**** Records shown ****
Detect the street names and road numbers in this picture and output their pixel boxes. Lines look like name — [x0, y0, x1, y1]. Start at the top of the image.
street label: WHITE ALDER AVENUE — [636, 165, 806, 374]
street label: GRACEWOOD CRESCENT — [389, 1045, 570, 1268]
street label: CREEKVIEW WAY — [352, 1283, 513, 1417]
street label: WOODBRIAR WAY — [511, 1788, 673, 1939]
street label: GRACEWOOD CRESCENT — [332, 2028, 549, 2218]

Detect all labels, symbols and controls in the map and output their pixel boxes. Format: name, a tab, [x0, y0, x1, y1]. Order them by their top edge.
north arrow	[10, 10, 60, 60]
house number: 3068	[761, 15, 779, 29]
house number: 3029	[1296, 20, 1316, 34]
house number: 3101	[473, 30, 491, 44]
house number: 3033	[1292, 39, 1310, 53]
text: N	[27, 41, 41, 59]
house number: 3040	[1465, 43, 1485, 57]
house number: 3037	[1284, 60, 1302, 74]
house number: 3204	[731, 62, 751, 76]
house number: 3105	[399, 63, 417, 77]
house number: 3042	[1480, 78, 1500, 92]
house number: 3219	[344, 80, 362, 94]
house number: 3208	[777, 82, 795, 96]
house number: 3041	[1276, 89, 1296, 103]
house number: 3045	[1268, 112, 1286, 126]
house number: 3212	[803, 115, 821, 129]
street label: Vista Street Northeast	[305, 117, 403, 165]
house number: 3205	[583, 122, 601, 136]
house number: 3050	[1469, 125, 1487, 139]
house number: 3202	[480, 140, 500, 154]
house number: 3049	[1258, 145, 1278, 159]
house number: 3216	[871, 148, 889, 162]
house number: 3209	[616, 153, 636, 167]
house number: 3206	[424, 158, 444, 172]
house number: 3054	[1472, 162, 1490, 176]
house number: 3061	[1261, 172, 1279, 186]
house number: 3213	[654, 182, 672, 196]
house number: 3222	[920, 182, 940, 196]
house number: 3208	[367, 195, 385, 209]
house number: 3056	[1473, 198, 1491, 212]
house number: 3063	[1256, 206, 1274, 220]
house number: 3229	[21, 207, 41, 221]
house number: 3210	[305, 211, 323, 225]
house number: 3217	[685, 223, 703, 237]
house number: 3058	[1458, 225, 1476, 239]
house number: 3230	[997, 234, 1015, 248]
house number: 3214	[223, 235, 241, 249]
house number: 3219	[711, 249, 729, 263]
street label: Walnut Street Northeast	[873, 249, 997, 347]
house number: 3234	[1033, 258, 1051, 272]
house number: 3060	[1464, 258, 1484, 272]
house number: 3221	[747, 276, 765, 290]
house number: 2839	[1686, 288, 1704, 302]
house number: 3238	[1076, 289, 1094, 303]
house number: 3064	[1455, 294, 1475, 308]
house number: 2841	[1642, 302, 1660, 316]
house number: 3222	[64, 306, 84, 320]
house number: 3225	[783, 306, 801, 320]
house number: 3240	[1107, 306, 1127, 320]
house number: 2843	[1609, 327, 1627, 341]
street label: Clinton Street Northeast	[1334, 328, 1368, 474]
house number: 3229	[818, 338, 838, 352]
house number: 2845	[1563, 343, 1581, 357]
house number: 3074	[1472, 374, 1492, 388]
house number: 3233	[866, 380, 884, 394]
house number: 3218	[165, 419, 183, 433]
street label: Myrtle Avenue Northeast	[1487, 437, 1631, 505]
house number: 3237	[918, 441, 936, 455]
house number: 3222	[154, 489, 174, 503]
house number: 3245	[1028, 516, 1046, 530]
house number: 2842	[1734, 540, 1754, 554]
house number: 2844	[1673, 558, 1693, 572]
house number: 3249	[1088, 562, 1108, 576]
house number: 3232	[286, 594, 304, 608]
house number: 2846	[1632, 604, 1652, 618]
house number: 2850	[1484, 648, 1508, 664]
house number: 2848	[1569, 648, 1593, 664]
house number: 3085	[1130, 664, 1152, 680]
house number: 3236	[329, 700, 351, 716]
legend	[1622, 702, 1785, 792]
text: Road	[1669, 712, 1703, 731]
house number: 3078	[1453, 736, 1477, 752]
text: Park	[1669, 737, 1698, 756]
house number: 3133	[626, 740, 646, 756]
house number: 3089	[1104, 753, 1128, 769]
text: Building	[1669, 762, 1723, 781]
****
**Your instructions**
Your answer should be the records themselves, returned word for word.

**Finished task**
Detect the street names and road numbers in this picture and output their pixel boxes. Lines look like name — [x0, y0, x1, y1]. Start at the top of the image.
street label: WHITE ALDER AVENUE — [636, 165, 806, 374]
street label: GRACEWOOD CRESCENT — [389, 1045, 570, 1268]
street label: CREEKVIEW WAY — [352, 1283, 513, 1417]
street label: WOODBRIAR WAY — [511, 1788, 673, 1939]
street label: GRACEWOOD CRESCENT — [332, 2028, 549, 2218]

Detect all labels, symbols and controls in the map and output their pixel boxes. Format: name, a tab, [x0, y0, x1, y1]. Order them by their top edge.
north arrow	[10, 10, 60, 60]
house number: 3068	[761, 15, 779, 29]
house number: 3029	[1296, 20, 1316, 34]
house number: 3101	[473, 30, 491, 44]
house number: 3033	[1292, 39, 1310, 53]
text: N	[27, 41, 41, 59]
house number: 3040	[1465, 43, 1485, 57]
house number: 3037	[1284, 60, 1302, 74]
house number: 3204	[731, 62, 751, 76]
house number: 3105	[399, 63, 417, 77]
house number: 3042	[1480, 78, 1500, 92]
house number: 3219	[344, 80, 362, 94]
house number: 3208	[777, 82, 795, 96]
house number: 3041	[1276, 89, 1296, 103]
house number: 3045	[1268, 112, 1286, 126]
house number: 3212	[803, 115, 821, 129]
street label: Vista Street Northeast	[305, 117, 403, 165]
house number: 3205	[583, 122, 601, 136]
house number: 3050	[1469, 125, 1487, 139]
house number: 3202	[480, 140, 500, 154]
house number: 3049	[1258, 145, 1278, 159]
house number: 3216	[871, 148, 889, 162]
house number: 3209	[616, 153, 636, 167]
house number: 3206	[424, 158, 444, 172]
house number: 3054	[1472, 162, 1490, 176]
house number: 3061	[1261, 172, 1279, 186]
house number: 3213	[654, 182, 672, 196]
house number: 3222	[920, 182, 940, 196]
house number: 3208	[367, 195, 385, 209]
house number: 3056	[1473, 198, 1491, 212]
house number: 3063	[1256, 206, 1274, 220]
house number: 3229	[21, 207, 41, 221]
house number: 3210	[305, 211, 323, 225]
house number: 3217	[685, 223, 703, 237]
house number: 3058	[1458, 225, 1476, 239]
house number: 3230	[997, 234, 1015, 248]
house number: 3214	[223, 235, 241, 249]
house number: 3219	[711, 249, 729, 263]
street label: Walnut Street Northeast	[873, 249, 997, 347]
house number: 3234	[1033, 258, 1051, 272]
house number: 3060	[1464, 258, 1484, 272]
house number: 3221	[747, 276, 765, 290]
house number: 2839	[1686, 288, 1704, 302]
house number: 3238	[1076, 289, 1094, 303]
house number: 3064	[1455, 294, 1475, 308]
house number: 2841	[1642, 302, 1660, 316]
house number: 3222	[64, 306, 84, 320]
house number: 3225	[783, 306, 801, 320]
house number: 3240	[1107, 306, 1127, 320]
house number: 2843	[1609, 327, 1627, 341]
street label: Clinton Street Northeast	[1334, 328, 1368, 474]
house number: 3229	[818, 338, 838, 352]
house number: 2845	[1563, 343, 1581, 357]
house number: 3074	[1472, 374, 1492, 388]
house number: 3233	[866, 380, 884, 394]
house number: 3218	[165, 419, 183, 433]
street label: Myrtle Avenue Northeast	[1487, 437, 1631, 505]
house number: 3237	[918, 441, 936, 455]
house number: 3222	[154, 489, 174, 503]
house number: 3245	[1028, 516, 1046, 530]
house number: 2842	[1734, 540, 1754, 554]
house number: 2844	[1673, 558, 1693, 572]
house number: 3249	[1088, 562, 1108, 576]
house number: 3232	[286, 594, 304, 608]
house number: 2846	[1632, 604, 1652, 618]
house number: 2850	[1484, 648, 1508, 664]
house number: 2848	[1569, 648, 1593, 664]
house number: 3085	[1130, 664, 1152, 680]
house number: 3236	[329, 700, 351, 716]
legend	[1622, 702, 1785, 792]
text: Road	[1669, 712, 1703, 731]
house number: 3078	[1453, 736, 1477, 752]
text: Park	[1669, 737, 1698, 756]
house number: 3133	[626, 740, 646, 756]
house number: 3089	[1104, 753, 1128, 769]
text: Building	[1669, 762, 1723, 781]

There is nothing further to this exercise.